Posted in , Oct 18, 2017
In a world with so many opportunities to connect with others, it would seem that social isolation wouldn’t be an issue, but it is. In his New York Times article, “How Social Isolation Kills Us,” Dhruv Khullar wrote, “Social isolation is a growing epidemic—one that’s increasingly recognized as having dire physical, mental and emotional consequences. Since the 1980s, the percentage of American adults who say they’re lonely has doubled from 20 percent to 40 percent.”
Social isolation affects all people: youth, elderly, leaders, pastors and many more. The Bible shows us that even the prophet Elijah experienced social and spiritual isolation. When he ran for his life into the wilderness from Queen Jezebel, he was afraid—depressed, alone and distant from everyone. Elijah believed he was the only prophet left in Israel to worship God.

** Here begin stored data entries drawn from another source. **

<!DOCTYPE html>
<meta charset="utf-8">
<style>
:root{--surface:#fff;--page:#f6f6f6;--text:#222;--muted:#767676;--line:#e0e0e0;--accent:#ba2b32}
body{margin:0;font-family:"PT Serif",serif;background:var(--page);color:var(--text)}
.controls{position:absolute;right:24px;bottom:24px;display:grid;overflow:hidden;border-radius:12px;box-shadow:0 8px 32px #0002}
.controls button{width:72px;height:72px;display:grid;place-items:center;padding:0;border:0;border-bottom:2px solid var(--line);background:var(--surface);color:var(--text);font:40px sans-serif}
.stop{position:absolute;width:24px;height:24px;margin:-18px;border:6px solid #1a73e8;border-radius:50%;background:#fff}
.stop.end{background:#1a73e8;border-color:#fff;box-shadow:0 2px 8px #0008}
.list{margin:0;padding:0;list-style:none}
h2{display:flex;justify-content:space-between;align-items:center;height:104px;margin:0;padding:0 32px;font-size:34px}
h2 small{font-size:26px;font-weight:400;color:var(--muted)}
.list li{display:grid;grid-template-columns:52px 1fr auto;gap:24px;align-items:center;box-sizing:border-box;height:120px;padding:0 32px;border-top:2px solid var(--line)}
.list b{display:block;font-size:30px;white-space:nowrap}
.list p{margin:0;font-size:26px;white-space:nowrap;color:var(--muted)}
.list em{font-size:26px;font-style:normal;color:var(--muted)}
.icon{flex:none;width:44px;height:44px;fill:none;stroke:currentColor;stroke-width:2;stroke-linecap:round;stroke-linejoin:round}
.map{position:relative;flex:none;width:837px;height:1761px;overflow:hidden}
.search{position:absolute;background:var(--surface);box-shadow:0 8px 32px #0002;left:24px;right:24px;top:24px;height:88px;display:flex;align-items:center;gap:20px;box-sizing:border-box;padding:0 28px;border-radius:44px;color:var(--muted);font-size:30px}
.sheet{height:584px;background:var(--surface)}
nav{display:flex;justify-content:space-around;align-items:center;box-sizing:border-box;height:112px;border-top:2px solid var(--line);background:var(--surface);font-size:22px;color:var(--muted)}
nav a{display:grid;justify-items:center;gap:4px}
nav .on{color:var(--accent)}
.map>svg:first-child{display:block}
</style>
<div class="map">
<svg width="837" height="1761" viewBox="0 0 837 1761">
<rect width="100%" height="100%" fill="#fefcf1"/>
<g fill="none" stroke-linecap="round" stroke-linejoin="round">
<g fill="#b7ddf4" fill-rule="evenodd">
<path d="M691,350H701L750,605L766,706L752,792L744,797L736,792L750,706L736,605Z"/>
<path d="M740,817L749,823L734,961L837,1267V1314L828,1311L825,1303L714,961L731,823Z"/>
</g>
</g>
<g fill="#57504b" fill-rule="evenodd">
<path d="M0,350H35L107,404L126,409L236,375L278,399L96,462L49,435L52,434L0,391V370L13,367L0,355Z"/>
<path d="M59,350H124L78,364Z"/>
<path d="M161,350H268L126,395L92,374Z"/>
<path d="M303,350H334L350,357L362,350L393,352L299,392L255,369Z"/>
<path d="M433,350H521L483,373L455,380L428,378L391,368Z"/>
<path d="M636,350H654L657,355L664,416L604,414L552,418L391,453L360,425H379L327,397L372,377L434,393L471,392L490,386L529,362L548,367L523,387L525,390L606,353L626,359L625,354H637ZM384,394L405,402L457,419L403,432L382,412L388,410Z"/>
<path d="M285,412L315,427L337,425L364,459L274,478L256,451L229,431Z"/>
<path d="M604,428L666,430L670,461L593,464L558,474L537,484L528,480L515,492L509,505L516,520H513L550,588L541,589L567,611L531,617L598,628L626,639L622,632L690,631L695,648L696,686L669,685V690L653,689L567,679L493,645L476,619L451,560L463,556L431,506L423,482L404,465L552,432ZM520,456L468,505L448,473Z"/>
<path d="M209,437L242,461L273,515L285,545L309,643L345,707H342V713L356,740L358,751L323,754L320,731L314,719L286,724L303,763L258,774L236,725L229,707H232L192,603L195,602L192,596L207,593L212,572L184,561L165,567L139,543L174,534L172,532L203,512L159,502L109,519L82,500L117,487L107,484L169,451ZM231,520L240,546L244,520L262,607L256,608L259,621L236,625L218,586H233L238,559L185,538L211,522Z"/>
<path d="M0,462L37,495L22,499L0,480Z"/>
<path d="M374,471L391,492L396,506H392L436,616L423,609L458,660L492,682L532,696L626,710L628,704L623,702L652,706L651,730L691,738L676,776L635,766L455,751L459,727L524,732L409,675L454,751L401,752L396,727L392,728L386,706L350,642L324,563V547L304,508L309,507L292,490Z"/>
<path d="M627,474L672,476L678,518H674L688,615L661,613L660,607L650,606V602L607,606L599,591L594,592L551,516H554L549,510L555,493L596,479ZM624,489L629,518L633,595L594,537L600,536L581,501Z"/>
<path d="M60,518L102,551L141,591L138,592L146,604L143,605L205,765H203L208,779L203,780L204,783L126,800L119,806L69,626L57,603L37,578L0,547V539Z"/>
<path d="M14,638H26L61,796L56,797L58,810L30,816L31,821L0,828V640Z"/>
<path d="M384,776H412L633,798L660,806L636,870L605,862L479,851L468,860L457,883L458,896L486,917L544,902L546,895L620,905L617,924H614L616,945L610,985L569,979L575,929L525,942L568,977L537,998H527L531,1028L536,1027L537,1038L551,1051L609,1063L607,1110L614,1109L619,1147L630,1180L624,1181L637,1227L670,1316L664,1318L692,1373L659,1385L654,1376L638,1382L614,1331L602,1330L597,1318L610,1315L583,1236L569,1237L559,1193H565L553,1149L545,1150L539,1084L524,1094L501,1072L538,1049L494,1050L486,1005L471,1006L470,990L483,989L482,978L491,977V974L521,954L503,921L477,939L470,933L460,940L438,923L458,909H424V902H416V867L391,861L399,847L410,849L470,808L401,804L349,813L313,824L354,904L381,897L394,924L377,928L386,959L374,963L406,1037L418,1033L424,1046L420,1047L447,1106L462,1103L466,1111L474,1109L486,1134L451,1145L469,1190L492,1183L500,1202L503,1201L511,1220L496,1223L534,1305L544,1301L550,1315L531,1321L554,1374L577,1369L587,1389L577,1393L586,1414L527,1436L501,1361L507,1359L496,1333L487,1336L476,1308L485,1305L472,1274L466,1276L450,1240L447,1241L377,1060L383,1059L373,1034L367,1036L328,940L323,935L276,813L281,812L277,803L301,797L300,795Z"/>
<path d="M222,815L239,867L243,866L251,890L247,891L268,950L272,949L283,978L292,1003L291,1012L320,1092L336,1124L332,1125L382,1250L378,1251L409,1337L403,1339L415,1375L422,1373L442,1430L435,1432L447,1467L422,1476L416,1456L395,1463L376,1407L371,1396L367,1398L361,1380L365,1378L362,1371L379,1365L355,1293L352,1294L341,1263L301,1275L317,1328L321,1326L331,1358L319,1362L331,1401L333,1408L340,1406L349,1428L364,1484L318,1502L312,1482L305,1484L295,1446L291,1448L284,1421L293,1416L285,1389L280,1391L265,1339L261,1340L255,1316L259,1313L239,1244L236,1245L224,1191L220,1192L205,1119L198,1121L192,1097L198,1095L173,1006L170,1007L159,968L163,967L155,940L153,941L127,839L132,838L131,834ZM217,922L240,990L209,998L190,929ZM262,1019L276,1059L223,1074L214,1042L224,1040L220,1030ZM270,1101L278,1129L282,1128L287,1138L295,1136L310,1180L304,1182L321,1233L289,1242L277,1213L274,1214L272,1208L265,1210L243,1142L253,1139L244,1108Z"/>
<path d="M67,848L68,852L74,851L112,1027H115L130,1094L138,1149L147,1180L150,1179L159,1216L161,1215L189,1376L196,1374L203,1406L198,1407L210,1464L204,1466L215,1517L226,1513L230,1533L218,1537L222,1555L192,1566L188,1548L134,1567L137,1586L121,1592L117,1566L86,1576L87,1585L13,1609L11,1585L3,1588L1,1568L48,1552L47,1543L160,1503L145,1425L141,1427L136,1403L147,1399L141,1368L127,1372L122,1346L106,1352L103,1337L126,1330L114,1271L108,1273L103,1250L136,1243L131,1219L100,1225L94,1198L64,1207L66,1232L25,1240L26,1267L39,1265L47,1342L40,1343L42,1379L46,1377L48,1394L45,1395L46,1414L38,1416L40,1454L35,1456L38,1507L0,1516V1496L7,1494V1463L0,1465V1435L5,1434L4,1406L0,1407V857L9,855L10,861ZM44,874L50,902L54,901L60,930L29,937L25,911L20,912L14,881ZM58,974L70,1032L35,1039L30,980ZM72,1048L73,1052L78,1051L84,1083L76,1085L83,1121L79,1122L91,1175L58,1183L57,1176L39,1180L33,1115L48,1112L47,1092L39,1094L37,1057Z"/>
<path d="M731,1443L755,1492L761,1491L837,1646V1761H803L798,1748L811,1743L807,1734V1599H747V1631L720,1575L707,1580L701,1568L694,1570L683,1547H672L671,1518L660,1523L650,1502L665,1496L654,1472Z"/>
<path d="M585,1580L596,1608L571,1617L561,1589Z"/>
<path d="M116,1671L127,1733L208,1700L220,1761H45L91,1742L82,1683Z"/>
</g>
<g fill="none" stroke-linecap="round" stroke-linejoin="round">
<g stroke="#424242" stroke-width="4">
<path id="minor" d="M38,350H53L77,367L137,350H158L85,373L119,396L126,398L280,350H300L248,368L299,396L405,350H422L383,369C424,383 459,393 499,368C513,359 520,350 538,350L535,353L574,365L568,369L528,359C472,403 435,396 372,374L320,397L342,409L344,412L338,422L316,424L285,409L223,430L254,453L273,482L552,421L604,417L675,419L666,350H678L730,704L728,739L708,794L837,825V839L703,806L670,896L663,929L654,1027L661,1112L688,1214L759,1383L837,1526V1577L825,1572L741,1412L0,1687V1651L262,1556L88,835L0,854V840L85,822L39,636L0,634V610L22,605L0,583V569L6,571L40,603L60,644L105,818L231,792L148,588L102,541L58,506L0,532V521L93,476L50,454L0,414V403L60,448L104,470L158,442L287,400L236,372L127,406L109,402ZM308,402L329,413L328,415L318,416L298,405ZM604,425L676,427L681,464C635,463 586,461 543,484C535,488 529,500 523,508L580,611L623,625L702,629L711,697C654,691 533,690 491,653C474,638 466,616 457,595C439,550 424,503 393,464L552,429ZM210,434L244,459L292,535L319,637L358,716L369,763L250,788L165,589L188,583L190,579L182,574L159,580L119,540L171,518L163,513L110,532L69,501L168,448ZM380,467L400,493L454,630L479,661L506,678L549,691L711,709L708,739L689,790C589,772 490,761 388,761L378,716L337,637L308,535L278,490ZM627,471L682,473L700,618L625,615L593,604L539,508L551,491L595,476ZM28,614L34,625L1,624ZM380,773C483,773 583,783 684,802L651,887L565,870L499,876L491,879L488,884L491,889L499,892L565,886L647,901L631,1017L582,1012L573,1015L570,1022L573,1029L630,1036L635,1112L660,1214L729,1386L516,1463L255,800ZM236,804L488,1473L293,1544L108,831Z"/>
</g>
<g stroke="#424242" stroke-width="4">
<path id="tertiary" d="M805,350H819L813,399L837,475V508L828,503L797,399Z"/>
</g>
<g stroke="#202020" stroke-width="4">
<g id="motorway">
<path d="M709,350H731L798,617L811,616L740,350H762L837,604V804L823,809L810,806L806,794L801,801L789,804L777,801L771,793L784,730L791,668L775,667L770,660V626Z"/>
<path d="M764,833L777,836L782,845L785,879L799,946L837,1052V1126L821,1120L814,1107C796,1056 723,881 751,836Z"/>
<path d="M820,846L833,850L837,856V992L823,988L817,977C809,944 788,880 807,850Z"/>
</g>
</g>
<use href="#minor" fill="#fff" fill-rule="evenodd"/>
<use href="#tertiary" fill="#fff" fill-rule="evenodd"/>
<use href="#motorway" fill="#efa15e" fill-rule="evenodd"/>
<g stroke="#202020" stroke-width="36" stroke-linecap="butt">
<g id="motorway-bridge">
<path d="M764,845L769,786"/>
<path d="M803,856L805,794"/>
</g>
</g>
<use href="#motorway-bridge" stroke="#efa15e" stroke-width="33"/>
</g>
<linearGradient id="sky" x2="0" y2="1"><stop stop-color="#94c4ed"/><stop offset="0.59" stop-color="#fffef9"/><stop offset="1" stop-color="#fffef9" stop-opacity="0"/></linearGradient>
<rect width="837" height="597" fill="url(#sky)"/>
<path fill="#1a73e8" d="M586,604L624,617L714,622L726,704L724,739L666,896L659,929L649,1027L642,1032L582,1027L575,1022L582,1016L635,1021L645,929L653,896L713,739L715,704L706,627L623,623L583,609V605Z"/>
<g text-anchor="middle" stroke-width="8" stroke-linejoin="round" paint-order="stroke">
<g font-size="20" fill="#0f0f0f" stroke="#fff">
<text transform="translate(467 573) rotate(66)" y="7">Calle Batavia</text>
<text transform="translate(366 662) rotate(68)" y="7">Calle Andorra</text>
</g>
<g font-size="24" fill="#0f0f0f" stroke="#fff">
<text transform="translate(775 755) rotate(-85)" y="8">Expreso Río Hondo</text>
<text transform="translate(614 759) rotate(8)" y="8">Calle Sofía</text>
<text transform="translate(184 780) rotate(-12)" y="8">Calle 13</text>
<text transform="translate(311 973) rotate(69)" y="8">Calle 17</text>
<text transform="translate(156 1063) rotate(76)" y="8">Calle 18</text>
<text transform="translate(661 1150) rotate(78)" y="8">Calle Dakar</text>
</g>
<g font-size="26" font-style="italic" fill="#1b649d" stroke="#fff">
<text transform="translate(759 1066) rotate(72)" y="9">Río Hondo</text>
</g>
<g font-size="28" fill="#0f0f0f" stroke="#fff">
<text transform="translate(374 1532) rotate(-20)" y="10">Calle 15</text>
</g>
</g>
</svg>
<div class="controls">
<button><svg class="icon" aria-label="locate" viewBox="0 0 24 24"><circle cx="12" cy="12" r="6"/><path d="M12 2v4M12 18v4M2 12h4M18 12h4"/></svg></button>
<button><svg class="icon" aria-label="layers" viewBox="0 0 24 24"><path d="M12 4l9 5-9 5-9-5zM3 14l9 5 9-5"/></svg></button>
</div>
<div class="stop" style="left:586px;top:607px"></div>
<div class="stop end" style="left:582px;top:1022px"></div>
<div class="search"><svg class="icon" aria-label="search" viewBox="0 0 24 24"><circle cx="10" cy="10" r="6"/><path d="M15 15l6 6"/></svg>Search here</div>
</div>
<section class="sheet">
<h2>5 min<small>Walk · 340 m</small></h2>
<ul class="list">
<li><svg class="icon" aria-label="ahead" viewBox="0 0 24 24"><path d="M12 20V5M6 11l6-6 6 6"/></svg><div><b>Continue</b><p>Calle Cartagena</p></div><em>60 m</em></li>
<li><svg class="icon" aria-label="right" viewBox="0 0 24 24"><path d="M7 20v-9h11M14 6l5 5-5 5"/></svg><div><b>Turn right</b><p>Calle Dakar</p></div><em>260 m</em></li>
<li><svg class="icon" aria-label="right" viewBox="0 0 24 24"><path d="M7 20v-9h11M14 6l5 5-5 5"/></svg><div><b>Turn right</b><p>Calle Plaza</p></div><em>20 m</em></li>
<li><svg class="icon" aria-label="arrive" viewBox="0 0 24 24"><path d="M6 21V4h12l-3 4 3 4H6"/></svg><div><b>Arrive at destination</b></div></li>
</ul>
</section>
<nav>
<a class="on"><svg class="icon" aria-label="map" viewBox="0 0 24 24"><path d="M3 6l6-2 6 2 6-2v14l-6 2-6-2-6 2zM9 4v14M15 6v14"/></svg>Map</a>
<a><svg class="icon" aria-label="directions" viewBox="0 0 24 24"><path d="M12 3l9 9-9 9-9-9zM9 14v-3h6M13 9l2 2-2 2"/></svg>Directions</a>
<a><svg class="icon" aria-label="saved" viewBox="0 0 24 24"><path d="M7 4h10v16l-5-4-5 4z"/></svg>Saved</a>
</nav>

Experts tell us that when a person feels socially isolated from others, it’s possible to develop feelings of loneliness, anxiety, helplessness or depression. However, God didn’t allow the prophet to remain in this state. He encountered a caring and loving God who was interested in his holistic well-being.
There are a few things we can do to overcome isolation:
1. Recognize that you are isolated from others and that this is not healthy. Admitting that you are disconnected from others is the beginning.
2. Assess the reason for your isolation. For example, do you feel unworthy or rejected by others? This may require you to meet with a counselor or spiritual leader to help you assess the reason.
3. Make a plan to step out of your bubble. Reconnect with a faith-based community, volunteer, join a club, etc.
4. If you are able, get a pet that you can care for and who will love you back. Pets are wonderful companions and help us connect with other pet owners.
5. Reconnect with old friends through social media. It’s a great tool to look for people with whom we were once close.
We were created to be social beings and to take part in the community. If you are having challenges in this area, seek the help you need in order to reconnect and socialize with those near and far. Find others who too want to enjoy the company of their fellow brothers and sisters. Author Thomas Merton wrote, “Love is our true destiny. We do not find the meaning of life by ourselves alone—we find it with another.”